The Workers’ Compensation Appeal Tribunal (“WCAT”) recently issued a decision in WCAT No. A1803651 (January 14, 2022), which will be of interest to employers as it clarifies the law concerning the interpretation, validity, and enforceability of general release agreements in employment related disputes.
Harris & Company LLP was successful in defending an employer against a worker’s prohibited action complaint in this matter. WCAT accepted the employer’s argument that the worker’s prohibited action complaint had already been “settled” between the parties pursuant to a Settlement Agreement and Mutual Release (the “Release Agreement”). While the parties’ Release Agreement did not did not expressly reference the Workers’ Compensation Act (the “Act”), or prohibited action complaints, WCAT found that the Release Agreement applied to the worker’s prohibited action complaint in the circumstances, barring its adjudication on the merits. This is the first case where WCAT cites the recent Supreme Court of Canada’s decision in Corner Brook (City) v. Bailey, 2021 SCC 29 (“Corner Brook”) on how releases should be interpreted. Drawing from the principles in Corner Brook, and principles arising from other recent WCAT decisions, the panel confirmed that a specific matter or cause of action need not be explicitly identified in a release agreement in order to be contemplated and captured by it.
Background of Case
The worker in this case filed a prohibited action complaint under Part 2 of the Workers’ Compensation Act, against his employer, alleging that his employment had been terminated in retaliation for raising safety issues.
In 2018, WorkSafeBC rendered its initial decision on this prohibited action complaint. The Board determined the Release Agreement did not apply, but nevertheless dismissed the worker’s prohibited action complaint on its merits. The worker then appealed WorkSafeBC’s decision to WCAT.
At or around this time, the worker also filed a complaint with the British Columbia Employment Standards Branch (“ESB”) under the Employment Standards Act, for monies the worker believed were owed to him in respect of his employment with the employer, and for the termination of his employment. In a decision dated February 28, 2019, a delegate of the director of Employment Standards dismissed the worker’s complaint in its entirety. The basis for that decision was a finding that the Release Agreement was a binding agreement, entered in good faith, and applied to that proceeding. The ESB decision was confirmed by a decision of the British Columbia Employment Standards Tribunal (“BCEST”) dated July 9, 2019 (2019 BCEST 64).
Similarly, around this time, the worker also commenced a complaint against the same employer before the British Columbia Human Rights Tribunal (“BCHRT”). In this complaint the worker alleged that the employer had discriminated against him on the basis of disability, contrary to the Human Rights Code. The facts underlying these allegations were essentially the same as those before WorkSafeBC and the ESB. The worker’s complaint was dismissed by a decision from the BCHRT dated October 31, 2019 (2019 BCHRT 232). In dismissing this complaint the BCHRT found that the Release Agreement was a valid, binding settlement agreement between the parties. While the release did not expressly reference complaints under the Human Rights Code, the BCHRT found that it implicitly did as the allegations all arose from the worker’s employment and its termination. The worker sought a reconsideration of the BCHRT decision. On November 18, 2019, the BCHRT denied the worker’s request.

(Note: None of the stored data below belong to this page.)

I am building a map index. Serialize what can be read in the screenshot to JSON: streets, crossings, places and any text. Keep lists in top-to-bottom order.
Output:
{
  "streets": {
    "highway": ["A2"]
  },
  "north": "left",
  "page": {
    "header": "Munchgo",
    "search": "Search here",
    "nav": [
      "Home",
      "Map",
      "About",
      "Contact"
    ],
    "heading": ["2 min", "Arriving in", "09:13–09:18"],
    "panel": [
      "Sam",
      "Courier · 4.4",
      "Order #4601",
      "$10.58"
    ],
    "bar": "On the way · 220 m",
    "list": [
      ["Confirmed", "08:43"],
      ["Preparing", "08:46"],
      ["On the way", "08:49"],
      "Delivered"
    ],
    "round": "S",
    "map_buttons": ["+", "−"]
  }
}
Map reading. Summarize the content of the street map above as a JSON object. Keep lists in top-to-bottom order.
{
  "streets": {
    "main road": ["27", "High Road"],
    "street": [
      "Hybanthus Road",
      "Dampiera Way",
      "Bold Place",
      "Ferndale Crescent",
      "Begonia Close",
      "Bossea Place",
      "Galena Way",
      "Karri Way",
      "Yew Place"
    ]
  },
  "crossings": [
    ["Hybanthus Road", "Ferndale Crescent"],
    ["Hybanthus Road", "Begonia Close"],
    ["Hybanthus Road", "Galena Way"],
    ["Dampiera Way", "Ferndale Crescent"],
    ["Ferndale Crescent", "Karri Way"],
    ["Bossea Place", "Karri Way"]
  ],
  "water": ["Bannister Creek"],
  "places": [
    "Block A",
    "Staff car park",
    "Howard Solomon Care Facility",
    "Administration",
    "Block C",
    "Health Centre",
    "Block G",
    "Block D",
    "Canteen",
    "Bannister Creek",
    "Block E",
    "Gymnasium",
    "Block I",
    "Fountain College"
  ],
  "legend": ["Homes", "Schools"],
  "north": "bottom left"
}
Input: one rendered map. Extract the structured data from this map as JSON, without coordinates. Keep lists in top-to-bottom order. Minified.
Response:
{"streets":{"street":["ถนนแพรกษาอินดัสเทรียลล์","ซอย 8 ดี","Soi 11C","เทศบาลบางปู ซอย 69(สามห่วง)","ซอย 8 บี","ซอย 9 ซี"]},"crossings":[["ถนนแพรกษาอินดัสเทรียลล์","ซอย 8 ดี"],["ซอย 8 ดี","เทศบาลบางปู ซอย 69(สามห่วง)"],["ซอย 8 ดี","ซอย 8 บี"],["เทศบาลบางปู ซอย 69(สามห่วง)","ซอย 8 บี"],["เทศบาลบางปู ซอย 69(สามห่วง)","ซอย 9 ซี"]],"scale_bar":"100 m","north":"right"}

In the case at bar, the employer argued before WCAT that issue estoppel applied given that decisions had been made by various administrative tribunals concerning the matters at issue and that the only issue before WCAT was whether the Release Agreement applied to preclude the worker’s prohibited action complaint.
WCAT agreed with the employer’s position, and importantly, that the BCEST and BCHRT had already made findings of fact as to the validity of the Release Agreement (i.e. that it was not unconscionable, was executed without duress, and was made with the requisite mental capacity). WCAT confirmed the same questions on appeal had been previously decided by the BCEST and BCHRT, the previous decisions were final, and the parties were the same in each of these proceedings, therefore meeting the three pre-conditions of issue estoppel, barring the worker from raising the same issues before WCAT.
Further, while the Release Agreement did not specifically reference prohibited action complaints, WCAT applied the principles from Corner Brook and found that prohibited action complaints were implicitly captured by the “spirit and letter of the release agreement in question.” In other words, it was clear from the circumstances that the parties were contemplating a variety of claims arising out of the worker’s employment. Thus, WCAT dismissed the worker’s complaint.
In this context, WCAT recognized that it made “good sense” for the language of the Release Agreement to be worded broadly to capture all potential claims between the parties.
This decision is noteworthy and will be helpful to employers in future disputes regarding the interpretation of releases, particularly with respect to whether the release captures statutory claims such as prohibited action complaints under the Workers Compensation Act, or complaints made under the Human Rights Code, or the Employment Standards Act.